Chairman: Yes, please questions.
Question: I suppose when you ask the audience about whether or not they do biopsies, perhaps you should ask the audience whether or not they would like a biopsy. You give the impression that German patients quite like having biopsies but the ethical imperative is to be safe and 15% morbidity is not exactly being safe. If you observe patients, some of them do get very apprehensive and concerned and so I don’t think you should under ride that because of the ethical imperative. So the question I ask you, I do ask you this, is do they actually sign a consent form knowing that they’re part of a research protocol? My second question is that it hasn’t been mentioned yet today but probably the major factor for chronic allograft damage is probably non adherence to medication which has been well recognised now. Therefore have you seen that this actually has improved the adherence to medication in your program?

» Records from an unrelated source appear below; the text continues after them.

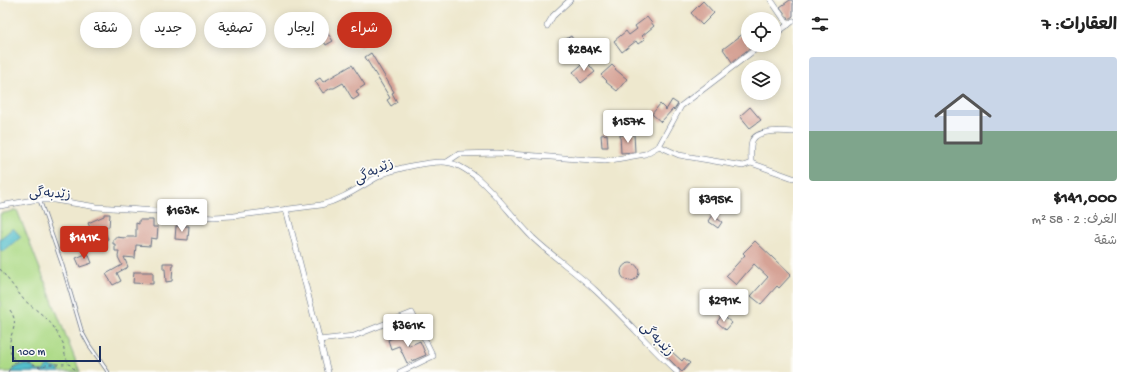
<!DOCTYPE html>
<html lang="ar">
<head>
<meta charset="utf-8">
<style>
  body { margin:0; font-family:"Gochi Hand","Playpen Sans Arabic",sans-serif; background:#f6f6f6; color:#222; direction:rtl; height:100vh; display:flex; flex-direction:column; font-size:15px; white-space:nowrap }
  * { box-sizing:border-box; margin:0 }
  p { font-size:13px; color:#767676 }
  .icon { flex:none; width:22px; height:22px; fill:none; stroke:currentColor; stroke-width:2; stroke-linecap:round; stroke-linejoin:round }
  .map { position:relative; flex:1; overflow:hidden; direction:ltr }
  .panel { display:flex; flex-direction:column; background:#fff; width:340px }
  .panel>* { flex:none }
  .banner { position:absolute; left:12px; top:12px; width:380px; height:36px; direction:rtl; display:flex; gap:8px }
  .buttons { position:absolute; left:741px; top:12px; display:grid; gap:8px }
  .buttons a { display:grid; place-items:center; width:40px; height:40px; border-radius:50%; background:#fff; box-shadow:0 2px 10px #0003; font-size:20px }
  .scale { position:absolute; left:12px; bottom:10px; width:89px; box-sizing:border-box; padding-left:4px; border:2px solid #1b2f5e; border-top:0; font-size:11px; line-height:14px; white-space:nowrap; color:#1b2f5e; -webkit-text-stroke:3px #fdfcf7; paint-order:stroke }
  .price { position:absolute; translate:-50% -34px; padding:0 9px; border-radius:4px; background:#fff; color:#222; font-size:13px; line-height:26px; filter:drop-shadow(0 1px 2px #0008) }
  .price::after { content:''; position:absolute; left:50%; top:24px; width:12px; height:9px; margin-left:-6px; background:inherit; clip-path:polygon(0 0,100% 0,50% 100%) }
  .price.current { background:#c8321e; color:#fff }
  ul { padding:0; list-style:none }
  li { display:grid; align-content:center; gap:8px; height:212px; padding:0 16px }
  li span { display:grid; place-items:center; height:124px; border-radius:4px; color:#555 }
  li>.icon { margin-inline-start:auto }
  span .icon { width:72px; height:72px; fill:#fffc; stroke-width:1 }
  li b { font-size:17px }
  h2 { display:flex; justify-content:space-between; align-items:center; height:48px; padding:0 16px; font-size:17px }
  .pill { padding:0 14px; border-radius:18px; background:#fff; box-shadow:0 2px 10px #0003; font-size:14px; line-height:36px }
  .pill.current { background:#c8321e; color:#fff }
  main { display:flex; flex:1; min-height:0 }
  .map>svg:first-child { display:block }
  .green { fill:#adda87; stroke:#648472 }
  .water { fill:#52becb; stroke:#367694 }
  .building { fill:#d6a396 }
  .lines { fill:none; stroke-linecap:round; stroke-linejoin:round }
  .lane-casing { stroke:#657085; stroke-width:4 }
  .street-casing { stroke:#657085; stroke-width:6 }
  .path { stroke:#657085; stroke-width:1; stroke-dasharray:3 3; stroke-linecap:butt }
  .lane { stroke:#fff; stroke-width:2.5 }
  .street { stroke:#fff; stroke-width:5 }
  .labels { text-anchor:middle; stroke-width:3.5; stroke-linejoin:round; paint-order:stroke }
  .street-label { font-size:13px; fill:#1b2f5e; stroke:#fdfcf7 }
</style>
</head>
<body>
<main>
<section class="panel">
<h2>العقارات: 7<svg class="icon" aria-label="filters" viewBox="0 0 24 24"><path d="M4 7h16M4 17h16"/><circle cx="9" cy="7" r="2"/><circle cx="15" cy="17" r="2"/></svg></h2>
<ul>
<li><span style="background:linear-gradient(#c9d6e8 60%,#7fa58c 0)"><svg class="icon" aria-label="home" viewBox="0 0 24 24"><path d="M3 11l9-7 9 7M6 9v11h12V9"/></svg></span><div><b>$141,000</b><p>الغرف: 2 · 58 m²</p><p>شقة</p></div></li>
</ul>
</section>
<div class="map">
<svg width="793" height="372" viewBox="0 0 793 372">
  <rect width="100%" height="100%" fill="#fdfcf7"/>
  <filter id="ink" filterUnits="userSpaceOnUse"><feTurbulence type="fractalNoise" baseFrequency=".025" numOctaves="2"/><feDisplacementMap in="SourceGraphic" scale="8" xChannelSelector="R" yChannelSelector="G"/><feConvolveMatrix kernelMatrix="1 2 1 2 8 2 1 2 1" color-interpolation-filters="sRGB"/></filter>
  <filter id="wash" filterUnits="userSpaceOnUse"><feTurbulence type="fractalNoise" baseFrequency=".012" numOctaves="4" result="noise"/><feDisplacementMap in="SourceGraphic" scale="16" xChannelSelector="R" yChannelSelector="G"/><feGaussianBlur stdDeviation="0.9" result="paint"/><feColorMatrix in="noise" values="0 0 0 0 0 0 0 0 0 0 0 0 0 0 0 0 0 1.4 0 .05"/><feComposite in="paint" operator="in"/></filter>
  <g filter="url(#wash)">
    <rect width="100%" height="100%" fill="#eee8ce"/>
    <path class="green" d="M17 210 80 372H0V214Z"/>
    <g class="water">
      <path d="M13 228 21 237 2 252 0 249V239Z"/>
      <path d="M22 365H29L38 371H43L48 366 58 369 60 372H12L15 368Z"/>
    </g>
    <g id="blocks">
      <g class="building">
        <path d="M790 0H792L793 2V16L789 19 780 7Z"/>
        <path d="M703 1 714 13 702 25 691 13Z"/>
        <path d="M647 17 654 26 642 36 645 39 638 44 636 41 622 52 614 41 626 31 629 35 637 29 635 26Z"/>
        <path d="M353 23 366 44 360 48 347 27Z"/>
        <path d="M322 25 333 41 326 45 316 28Z"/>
        <path d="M748 30V45H754L732 62 723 49Z"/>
        <path d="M571 36 580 51 570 57 561 42Z"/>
        <path d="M371 53 394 92 392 93 397 102 391 106 387 100 390 98 365 57Z"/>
        <path d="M586 61 595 72 581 83 573 72Z"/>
        <path d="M352 65 365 85 356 91 359 96 353 100 343 83 334 88H331L323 93 315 81 320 78 323 82Z"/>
        <path d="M612 65 616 69H615L627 79 617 91 606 82 607 81 601 75Z"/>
        <path d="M672 100 678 104 674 110 673 109 661 122 652 114 660 104 666 110Z"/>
        <path d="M750 107 761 120 750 128 740 116Z"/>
        <path d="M607 134 608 147H602L601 135Z"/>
        <path d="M634 134 635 152 621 153 620 135Z"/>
        <path d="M104 214H110L109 227H103L108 239 97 244 88 223 104 216Z"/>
        <path d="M712 215 722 222 718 228 708 221Z"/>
        <path d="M139 220H153V227H158L157 239 151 238 150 246 136 245 135 258 124 257 128 267 117 273 121 281 113 285 106 274 122 265 118 257 119 251H115V244H113V239H115V237L126 238V237H136V223L139 224Z"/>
        <path d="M176 226H189L188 240 175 239Z"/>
        <path d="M755 241 791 275 779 288 777 286 761 304 751 296 768 277 754 264 736 285 726 276 745 255 743 253Z"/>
        <path d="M88 253 92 263 80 267 76 258Z"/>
        <path d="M163 263H173L172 281 166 282 165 269H163Z"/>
        <circle cx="630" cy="272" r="9"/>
        <path d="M134 272H153V284L133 283Z"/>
        <path d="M722 315 732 323 726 330 717 322Z"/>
        <path d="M404 333 409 346 420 341 426 355 407 363 399 346 391 349 388 340Z"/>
        <path d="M671 351 682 361 684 358 690 363 682 372 666 356Z"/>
      </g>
    </g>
  </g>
  <g filter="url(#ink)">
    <use href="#blocks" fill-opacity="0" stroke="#657085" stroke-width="1"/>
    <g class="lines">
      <g class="lane-casing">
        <path id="lane" d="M40 201 62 264 82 332 89 345 108 372"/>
      </g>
      <g class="street-casing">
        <g id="street">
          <path d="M771 0 788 25"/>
          <path d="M547 26 553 16 570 0"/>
          <path d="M774 35 793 21"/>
          <path d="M659 146 679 155 743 166 751 163C751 156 750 146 752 141 757 129 782 131 793 132"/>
          <path d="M447 162 459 154 497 153 605 161 645 154 659 146 681 106 761 45"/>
          <path d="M751 163 793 178"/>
          <path d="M0 206 33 200H54L97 207 156 211 185 215 214 217 233 216 321 205C345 199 362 185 383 174 397 168 427 162 442 162 455 162 465 169 475 176 497 194 513 218 533 238 553 257 576 272 596 291 624 317 649 346 677 372"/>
          <path d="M286 209 328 372"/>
          <path d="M319 340 354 336 412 313 433 356 400 372"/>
        </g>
      </g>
      <g class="path">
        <path d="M0 269 24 300 45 317 53 326 63 343 65 355 69 364"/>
        <path d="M10 310C21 326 8 333 10 347 10 352 13 358 15 363"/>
        <path d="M8 372C17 355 26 361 40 367 49 364 48 364 59 364 68 364 71 362 75 372"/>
      </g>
      <use href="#lane" class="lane"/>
      <use href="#street" class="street"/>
    </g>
  </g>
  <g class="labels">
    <g class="street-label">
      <text transform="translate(373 170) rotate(-26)" y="5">زێدبەگی</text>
      <text transform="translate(50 192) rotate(3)" y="5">زێدبەگی</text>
      <text transform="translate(658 338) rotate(45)" y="5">زێدبەگی</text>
    </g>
  </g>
</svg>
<div class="buttons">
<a><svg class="icon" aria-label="locate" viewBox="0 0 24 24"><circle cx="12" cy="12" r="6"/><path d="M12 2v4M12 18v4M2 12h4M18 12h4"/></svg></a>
<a><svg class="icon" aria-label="layers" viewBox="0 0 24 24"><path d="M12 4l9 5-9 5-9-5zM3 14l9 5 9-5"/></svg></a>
</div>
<div class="scale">100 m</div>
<b class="price" style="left:584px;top:72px">$284K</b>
<b class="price" style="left:628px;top:144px">$157K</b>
<b class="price" style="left:715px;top:222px">$395K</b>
<b class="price" style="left:182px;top:233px">$163K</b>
<b class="price current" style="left:84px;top:260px">$141K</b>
<b class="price" style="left:724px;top:323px">$291K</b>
<b class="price" style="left:408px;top:348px">$361K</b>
<div class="banner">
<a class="pill current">شراء</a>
<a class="pill">إيجار</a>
<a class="pill">تصفية</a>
<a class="pill">جديد</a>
<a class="pill">شقة</a>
</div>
</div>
</main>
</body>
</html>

Prof. Haller: Yes answering the last question, no we haven’t but actually I haven’t thought of it and it’s a very good idea and we should do this. Yes they sign a protocol, yes we talk to them, perhaps I’ve given the wrong impression, it’s not that Germans love to be biopsied it’s that we explain all the issues not only the safety issue but the implications for them. We are not trying to convince them but after having explained to the patient as part of the research program ongoing at the medical school they participate.
Chairman: I’m very sorry but we have to stop here. I think this is a very important issue and there will be a lot of discussion about these protocol biopsies in the future and I hope we come to a definite conclusion also with respect to daily practice. Thank you again Doctor Haller.